EXERCISE DIRECTIONS:
Look through the data below and, wherever a line carries the word "bottom", please copy that line.

INPUT RECORDS:
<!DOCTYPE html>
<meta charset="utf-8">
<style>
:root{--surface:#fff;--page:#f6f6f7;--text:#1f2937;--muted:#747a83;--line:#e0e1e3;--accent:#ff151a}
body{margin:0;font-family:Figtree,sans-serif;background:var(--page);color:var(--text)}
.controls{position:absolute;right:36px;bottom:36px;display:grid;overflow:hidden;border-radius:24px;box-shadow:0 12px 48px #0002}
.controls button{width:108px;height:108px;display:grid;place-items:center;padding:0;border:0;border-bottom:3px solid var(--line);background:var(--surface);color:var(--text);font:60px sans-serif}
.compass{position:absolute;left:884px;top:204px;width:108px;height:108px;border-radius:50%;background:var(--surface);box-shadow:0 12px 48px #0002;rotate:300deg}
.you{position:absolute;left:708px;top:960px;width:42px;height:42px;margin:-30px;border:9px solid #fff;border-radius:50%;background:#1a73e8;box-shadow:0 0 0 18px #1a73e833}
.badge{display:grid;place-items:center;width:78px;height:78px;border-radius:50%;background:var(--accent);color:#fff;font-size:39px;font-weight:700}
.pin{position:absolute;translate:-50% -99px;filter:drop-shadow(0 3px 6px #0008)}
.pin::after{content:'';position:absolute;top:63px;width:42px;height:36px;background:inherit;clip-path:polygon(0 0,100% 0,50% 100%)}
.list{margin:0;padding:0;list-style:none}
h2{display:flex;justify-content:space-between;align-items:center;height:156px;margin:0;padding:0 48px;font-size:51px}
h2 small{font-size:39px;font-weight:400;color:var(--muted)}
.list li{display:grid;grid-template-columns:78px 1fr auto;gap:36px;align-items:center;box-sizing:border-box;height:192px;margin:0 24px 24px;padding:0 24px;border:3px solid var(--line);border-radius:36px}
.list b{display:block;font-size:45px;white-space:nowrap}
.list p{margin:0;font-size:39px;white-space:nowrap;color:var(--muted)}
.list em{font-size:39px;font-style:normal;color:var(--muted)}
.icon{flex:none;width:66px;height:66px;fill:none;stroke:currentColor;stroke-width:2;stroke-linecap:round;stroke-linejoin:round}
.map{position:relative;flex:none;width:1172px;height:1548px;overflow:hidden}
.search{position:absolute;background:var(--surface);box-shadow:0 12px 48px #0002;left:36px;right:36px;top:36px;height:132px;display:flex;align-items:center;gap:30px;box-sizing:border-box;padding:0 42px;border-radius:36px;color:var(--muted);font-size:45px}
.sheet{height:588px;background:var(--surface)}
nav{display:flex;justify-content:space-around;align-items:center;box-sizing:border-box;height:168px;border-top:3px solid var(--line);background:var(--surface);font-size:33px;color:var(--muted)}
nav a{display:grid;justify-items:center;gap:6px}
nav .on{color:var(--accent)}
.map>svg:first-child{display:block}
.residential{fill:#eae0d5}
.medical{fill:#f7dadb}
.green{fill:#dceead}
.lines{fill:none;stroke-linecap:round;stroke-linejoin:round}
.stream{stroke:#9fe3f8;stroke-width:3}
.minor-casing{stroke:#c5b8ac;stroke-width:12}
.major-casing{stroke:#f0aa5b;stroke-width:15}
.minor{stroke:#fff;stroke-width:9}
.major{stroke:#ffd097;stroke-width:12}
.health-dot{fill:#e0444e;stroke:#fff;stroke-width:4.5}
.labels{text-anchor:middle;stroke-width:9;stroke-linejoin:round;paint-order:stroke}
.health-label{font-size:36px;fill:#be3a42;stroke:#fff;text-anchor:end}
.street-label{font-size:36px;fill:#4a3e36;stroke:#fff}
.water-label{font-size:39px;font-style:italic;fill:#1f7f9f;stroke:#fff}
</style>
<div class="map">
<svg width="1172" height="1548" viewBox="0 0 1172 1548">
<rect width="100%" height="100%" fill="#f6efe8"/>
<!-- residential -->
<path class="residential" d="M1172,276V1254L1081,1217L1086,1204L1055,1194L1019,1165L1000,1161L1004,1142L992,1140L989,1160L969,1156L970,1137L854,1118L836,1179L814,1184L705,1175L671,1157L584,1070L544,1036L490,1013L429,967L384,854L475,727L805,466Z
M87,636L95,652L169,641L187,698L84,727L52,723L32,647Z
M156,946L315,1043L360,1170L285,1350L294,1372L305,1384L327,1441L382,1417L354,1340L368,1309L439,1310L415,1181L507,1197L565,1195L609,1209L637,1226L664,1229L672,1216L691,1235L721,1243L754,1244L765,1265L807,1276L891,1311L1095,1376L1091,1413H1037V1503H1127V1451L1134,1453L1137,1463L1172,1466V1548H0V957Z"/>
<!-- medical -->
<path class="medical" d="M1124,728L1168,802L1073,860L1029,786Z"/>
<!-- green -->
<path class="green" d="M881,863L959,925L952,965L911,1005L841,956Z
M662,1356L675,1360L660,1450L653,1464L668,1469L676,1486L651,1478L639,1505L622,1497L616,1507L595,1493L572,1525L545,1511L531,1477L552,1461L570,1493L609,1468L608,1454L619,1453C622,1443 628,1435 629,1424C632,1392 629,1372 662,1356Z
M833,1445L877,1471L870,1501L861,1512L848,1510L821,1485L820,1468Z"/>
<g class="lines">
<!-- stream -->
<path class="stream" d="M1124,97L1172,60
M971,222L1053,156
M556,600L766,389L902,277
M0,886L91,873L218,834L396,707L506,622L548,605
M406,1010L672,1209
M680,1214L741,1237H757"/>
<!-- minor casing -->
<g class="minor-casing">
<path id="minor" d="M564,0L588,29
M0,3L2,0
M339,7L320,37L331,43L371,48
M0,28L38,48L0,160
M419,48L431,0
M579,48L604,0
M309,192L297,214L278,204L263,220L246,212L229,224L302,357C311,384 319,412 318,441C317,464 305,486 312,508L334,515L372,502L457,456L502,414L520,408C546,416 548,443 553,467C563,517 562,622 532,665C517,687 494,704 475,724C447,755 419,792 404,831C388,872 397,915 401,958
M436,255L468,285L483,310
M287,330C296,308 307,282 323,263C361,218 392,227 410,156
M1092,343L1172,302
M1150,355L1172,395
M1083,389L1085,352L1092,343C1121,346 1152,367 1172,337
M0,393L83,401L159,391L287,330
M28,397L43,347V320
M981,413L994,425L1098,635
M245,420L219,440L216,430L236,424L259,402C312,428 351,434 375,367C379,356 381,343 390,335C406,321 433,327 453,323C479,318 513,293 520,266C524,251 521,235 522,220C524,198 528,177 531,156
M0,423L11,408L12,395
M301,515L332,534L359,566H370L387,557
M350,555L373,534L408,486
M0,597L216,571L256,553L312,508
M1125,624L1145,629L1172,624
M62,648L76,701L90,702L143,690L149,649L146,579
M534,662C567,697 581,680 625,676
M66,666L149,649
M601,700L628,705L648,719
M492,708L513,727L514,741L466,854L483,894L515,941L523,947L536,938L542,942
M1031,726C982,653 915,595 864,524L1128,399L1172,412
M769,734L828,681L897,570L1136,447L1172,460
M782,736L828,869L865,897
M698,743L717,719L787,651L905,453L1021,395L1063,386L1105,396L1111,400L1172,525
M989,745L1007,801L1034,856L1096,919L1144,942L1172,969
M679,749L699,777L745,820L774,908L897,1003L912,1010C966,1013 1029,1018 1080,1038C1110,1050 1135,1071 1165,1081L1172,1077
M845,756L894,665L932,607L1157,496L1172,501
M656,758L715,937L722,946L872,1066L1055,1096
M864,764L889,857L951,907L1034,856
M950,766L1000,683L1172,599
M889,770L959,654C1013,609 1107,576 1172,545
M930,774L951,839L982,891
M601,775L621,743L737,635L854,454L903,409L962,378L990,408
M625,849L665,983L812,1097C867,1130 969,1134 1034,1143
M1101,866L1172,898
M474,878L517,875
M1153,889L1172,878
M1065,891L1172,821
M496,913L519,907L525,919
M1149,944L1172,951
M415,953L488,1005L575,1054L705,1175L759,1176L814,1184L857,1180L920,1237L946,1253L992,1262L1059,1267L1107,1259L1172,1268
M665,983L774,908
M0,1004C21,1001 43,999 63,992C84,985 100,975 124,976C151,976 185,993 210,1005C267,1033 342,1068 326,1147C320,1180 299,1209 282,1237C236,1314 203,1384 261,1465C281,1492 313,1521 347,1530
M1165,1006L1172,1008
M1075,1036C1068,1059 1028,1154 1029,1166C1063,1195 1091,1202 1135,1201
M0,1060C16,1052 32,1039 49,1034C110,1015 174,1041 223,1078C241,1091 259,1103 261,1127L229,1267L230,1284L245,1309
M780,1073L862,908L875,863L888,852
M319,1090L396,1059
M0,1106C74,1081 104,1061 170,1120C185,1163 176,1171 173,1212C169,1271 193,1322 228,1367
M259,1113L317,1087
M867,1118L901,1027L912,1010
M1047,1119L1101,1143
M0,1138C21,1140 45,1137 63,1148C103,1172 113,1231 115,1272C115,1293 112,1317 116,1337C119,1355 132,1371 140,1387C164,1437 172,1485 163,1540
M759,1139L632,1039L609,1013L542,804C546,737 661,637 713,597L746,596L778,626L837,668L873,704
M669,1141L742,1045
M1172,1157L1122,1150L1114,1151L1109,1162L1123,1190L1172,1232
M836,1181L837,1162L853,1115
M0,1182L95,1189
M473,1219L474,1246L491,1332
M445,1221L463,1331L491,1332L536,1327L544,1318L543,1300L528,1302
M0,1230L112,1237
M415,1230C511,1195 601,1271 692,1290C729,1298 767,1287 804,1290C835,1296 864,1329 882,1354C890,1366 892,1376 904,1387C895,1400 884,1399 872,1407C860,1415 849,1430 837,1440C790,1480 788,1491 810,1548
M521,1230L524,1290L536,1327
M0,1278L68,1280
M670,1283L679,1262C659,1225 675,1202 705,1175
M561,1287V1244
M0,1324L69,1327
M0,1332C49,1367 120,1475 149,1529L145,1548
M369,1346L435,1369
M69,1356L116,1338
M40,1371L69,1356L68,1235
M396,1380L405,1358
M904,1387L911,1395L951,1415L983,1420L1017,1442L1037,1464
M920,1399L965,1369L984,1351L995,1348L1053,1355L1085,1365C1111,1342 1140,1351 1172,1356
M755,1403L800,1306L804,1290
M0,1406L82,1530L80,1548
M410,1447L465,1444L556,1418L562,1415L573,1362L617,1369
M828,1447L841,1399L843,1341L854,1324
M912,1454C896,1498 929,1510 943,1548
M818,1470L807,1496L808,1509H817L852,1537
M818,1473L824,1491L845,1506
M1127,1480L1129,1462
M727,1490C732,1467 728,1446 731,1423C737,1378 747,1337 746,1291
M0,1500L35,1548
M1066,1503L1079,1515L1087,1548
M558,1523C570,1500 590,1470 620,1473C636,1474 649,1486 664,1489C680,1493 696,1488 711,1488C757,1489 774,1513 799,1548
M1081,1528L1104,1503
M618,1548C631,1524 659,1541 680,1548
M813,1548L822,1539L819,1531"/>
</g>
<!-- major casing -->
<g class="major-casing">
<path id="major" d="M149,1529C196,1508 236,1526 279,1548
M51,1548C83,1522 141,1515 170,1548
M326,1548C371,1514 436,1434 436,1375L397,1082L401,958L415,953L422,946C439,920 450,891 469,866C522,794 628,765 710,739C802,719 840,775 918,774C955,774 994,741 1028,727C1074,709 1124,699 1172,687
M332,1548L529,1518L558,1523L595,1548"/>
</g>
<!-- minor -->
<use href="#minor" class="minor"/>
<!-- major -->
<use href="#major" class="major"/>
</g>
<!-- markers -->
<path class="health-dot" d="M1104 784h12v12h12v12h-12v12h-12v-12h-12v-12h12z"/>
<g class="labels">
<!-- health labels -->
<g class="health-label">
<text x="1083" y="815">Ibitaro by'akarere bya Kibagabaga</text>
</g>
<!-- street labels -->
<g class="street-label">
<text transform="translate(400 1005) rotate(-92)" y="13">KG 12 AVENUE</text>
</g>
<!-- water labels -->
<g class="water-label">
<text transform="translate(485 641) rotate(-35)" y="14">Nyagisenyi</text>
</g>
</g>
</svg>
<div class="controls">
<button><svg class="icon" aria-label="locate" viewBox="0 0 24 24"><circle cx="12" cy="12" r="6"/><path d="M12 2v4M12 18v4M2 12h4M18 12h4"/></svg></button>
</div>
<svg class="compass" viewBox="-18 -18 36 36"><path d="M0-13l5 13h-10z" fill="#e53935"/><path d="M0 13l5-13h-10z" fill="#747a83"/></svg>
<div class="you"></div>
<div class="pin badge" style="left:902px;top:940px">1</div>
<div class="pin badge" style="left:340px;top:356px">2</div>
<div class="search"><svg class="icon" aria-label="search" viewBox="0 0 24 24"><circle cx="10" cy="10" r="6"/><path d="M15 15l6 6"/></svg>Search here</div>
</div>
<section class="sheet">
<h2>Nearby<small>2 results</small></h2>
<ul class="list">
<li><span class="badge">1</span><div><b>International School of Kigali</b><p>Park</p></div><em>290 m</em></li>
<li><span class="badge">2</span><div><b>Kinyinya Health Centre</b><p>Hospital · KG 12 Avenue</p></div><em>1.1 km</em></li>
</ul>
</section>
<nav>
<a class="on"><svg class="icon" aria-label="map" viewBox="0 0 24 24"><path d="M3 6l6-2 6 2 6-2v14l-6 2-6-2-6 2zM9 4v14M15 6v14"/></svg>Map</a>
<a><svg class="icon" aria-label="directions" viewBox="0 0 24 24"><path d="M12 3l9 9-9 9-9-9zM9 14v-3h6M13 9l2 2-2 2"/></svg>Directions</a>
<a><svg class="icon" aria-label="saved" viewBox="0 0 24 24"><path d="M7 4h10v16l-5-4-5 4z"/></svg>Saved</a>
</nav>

SOLUTION TO THIS PROBLEM:
.controls{position:absolute;right:36px;bottom:36px;display:grid;overflow:hidden;border-radius:24px;box-shadow:0 12px 48px #0002}
.controls button{width:108px;height:108px;display:grid;place-items:center;padding:0;border:0;border-bottom:3px solid var(--line);background:var(--surface);color:var(--text);font:60px sans-serif}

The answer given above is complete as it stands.